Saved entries
————

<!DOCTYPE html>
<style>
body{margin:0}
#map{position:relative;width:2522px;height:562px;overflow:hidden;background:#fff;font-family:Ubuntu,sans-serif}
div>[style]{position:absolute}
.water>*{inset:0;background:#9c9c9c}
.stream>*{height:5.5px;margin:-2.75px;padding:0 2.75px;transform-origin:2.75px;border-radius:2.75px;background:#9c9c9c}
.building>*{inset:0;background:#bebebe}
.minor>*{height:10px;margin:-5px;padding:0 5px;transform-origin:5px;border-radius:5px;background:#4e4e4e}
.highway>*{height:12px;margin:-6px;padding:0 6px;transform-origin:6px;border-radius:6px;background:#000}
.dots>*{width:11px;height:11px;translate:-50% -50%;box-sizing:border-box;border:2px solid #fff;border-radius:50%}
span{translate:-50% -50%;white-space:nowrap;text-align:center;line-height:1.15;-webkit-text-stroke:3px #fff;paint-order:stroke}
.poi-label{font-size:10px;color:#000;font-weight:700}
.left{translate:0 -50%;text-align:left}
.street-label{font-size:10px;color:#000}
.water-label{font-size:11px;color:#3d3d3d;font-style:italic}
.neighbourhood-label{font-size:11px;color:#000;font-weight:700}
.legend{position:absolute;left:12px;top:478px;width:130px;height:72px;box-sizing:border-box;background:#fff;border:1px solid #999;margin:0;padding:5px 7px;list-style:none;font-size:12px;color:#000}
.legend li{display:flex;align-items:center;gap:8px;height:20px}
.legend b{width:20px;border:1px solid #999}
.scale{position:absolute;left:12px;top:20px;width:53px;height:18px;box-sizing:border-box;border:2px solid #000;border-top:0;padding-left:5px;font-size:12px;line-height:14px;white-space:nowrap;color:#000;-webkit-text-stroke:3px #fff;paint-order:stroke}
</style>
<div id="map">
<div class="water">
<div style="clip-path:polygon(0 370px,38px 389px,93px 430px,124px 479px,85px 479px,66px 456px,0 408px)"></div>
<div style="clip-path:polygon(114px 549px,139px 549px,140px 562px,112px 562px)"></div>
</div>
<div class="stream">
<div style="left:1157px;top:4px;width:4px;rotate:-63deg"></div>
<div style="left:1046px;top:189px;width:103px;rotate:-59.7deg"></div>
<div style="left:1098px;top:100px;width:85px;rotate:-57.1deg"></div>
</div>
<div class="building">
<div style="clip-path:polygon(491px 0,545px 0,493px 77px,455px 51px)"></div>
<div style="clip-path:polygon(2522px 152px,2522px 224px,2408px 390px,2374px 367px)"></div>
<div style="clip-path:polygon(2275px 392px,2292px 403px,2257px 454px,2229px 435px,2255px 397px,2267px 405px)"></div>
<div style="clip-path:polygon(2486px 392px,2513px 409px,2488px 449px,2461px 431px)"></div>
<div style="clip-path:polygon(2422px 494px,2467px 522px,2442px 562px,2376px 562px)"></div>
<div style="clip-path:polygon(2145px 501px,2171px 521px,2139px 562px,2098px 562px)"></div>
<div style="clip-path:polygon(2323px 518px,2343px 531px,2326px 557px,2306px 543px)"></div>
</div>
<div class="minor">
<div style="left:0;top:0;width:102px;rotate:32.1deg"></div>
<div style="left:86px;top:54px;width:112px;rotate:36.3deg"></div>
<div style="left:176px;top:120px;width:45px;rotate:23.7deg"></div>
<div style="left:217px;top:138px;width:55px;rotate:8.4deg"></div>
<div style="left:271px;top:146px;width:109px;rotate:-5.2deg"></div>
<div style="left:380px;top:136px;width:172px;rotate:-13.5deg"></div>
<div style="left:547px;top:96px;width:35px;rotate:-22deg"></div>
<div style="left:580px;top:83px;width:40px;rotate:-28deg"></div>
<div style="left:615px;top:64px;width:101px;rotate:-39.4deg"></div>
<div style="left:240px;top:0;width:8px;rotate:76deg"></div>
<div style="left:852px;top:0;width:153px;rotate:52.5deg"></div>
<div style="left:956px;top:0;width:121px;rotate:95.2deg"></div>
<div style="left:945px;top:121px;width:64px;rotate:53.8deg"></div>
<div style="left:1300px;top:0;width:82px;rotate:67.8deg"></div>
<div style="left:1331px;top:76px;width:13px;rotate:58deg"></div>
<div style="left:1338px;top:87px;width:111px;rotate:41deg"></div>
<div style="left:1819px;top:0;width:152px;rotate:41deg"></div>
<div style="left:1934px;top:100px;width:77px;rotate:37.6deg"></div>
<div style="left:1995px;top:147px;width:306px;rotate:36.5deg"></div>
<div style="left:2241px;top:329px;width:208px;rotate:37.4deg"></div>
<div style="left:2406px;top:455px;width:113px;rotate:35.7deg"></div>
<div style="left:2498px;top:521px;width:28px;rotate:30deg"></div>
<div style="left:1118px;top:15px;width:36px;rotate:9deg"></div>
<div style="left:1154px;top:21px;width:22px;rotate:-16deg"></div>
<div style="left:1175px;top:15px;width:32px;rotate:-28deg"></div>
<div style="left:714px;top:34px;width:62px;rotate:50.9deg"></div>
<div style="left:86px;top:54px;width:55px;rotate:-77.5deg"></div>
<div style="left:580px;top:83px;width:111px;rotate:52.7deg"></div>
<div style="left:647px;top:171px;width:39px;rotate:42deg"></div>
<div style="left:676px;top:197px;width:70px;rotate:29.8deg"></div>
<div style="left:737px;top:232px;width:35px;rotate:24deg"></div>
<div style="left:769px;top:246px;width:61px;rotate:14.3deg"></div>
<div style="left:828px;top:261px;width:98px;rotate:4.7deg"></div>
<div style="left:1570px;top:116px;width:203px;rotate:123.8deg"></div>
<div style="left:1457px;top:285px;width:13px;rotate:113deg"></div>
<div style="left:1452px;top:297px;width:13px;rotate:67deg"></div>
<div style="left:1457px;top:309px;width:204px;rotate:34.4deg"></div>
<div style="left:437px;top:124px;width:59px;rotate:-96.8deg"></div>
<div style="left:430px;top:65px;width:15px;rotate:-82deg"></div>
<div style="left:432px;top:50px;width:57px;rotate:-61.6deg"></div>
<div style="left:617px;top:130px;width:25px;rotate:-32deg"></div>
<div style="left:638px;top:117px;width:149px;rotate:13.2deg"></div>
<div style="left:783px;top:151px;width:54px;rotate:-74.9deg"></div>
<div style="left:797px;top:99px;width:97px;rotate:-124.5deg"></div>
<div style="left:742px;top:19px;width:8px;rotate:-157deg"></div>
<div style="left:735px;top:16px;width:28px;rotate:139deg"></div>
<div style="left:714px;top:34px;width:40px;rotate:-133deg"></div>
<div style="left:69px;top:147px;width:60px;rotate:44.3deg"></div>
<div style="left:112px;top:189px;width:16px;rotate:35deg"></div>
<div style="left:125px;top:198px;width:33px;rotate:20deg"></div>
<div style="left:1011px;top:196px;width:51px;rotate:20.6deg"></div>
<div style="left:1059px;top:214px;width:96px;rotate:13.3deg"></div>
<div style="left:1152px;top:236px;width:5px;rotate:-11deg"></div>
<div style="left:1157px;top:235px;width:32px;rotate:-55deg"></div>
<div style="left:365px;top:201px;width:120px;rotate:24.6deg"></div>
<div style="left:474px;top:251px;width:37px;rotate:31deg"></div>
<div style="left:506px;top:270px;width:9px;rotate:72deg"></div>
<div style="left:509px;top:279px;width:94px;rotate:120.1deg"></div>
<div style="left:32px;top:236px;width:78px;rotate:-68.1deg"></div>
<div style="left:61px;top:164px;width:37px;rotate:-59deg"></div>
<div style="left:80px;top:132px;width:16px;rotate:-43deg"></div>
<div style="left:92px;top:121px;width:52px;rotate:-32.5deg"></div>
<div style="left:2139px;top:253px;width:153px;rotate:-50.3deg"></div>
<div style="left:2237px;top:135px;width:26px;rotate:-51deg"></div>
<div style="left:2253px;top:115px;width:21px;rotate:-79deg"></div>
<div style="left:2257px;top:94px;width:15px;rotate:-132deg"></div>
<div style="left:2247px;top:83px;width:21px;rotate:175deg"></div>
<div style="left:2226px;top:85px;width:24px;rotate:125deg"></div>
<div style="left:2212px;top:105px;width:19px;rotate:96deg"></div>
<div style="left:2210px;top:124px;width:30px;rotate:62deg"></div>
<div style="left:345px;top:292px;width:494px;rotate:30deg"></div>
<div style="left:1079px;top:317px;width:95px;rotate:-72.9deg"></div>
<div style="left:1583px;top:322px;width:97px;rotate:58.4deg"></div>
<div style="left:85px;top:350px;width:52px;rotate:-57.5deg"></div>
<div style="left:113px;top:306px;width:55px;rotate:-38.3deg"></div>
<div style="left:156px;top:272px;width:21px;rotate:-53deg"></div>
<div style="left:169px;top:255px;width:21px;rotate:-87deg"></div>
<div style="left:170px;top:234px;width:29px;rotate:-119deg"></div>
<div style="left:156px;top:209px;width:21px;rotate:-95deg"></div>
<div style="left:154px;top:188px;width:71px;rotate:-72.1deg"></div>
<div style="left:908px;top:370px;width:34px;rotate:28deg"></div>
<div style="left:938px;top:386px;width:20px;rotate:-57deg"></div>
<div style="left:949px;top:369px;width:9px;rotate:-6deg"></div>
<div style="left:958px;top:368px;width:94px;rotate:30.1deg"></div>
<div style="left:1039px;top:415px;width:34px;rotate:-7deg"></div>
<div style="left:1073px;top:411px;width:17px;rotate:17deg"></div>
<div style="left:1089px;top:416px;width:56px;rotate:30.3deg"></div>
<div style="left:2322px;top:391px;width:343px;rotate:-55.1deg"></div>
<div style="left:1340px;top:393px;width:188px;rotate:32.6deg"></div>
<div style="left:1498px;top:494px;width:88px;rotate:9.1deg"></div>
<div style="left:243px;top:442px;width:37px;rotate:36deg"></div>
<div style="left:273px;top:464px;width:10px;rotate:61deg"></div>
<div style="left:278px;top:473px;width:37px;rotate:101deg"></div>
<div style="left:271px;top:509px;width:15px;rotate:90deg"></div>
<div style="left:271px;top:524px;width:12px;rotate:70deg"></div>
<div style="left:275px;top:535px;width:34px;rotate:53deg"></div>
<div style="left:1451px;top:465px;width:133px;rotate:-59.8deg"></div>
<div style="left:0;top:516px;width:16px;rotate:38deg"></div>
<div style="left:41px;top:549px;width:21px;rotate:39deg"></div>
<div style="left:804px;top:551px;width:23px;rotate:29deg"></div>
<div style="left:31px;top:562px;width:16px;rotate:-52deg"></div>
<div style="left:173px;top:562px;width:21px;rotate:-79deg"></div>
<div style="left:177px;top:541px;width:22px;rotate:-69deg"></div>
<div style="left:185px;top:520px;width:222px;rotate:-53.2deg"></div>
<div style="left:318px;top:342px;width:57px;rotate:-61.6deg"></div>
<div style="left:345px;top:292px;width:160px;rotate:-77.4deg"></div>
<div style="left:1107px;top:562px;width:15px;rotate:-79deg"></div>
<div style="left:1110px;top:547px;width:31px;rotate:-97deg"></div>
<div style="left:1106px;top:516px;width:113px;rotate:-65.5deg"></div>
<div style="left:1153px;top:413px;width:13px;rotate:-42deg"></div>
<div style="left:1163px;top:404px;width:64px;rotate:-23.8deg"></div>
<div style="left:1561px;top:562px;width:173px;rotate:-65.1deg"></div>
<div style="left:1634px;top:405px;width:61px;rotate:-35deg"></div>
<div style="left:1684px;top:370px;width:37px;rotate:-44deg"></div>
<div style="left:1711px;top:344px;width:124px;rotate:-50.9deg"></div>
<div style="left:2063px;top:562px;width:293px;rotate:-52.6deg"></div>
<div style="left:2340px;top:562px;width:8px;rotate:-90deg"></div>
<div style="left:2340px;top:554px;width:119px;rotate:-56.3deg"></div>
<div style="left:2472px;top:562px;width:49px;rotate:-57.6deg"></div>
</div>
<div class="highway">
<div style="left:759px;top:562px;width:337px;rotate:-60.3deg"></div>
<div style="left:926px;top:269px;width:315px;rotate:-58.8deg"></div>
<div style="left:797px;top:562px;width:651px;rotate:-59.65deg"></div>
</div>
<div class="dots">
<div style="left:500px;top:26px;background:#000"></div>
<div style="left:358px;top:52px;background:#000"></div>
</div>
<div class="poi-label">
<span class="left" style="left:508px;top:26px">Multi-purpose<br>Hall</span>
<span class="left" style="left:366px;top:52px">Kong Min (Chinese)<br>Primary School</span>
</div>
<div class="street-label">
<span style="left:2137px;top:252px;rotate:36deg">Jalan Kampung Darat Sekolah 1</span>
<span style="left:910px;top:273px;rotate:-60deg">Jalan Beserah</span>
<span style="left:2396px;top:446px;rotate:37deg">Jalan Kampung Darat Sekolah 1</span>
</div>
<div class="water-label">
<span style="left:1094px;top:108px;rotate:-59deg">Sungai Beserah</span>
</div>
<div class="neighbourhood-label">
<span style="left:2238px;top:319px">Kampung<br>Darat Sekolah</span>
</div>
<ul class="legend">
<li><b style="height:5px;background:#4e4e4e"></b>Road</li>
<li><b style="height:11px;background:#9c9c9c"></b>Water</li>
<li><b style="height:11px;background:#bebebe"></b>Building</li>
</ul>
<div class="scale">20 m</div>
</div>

————

**Aim of the task**
Copy every line in the records above that contains the word "stream".

**Task solution**
.stream>*{height:5.5px;margin:-2.75px;padding:0 2.75px;transform-origin:2.75px;border-radius:2.75px;background:#9c9c9c}
<div class="stream">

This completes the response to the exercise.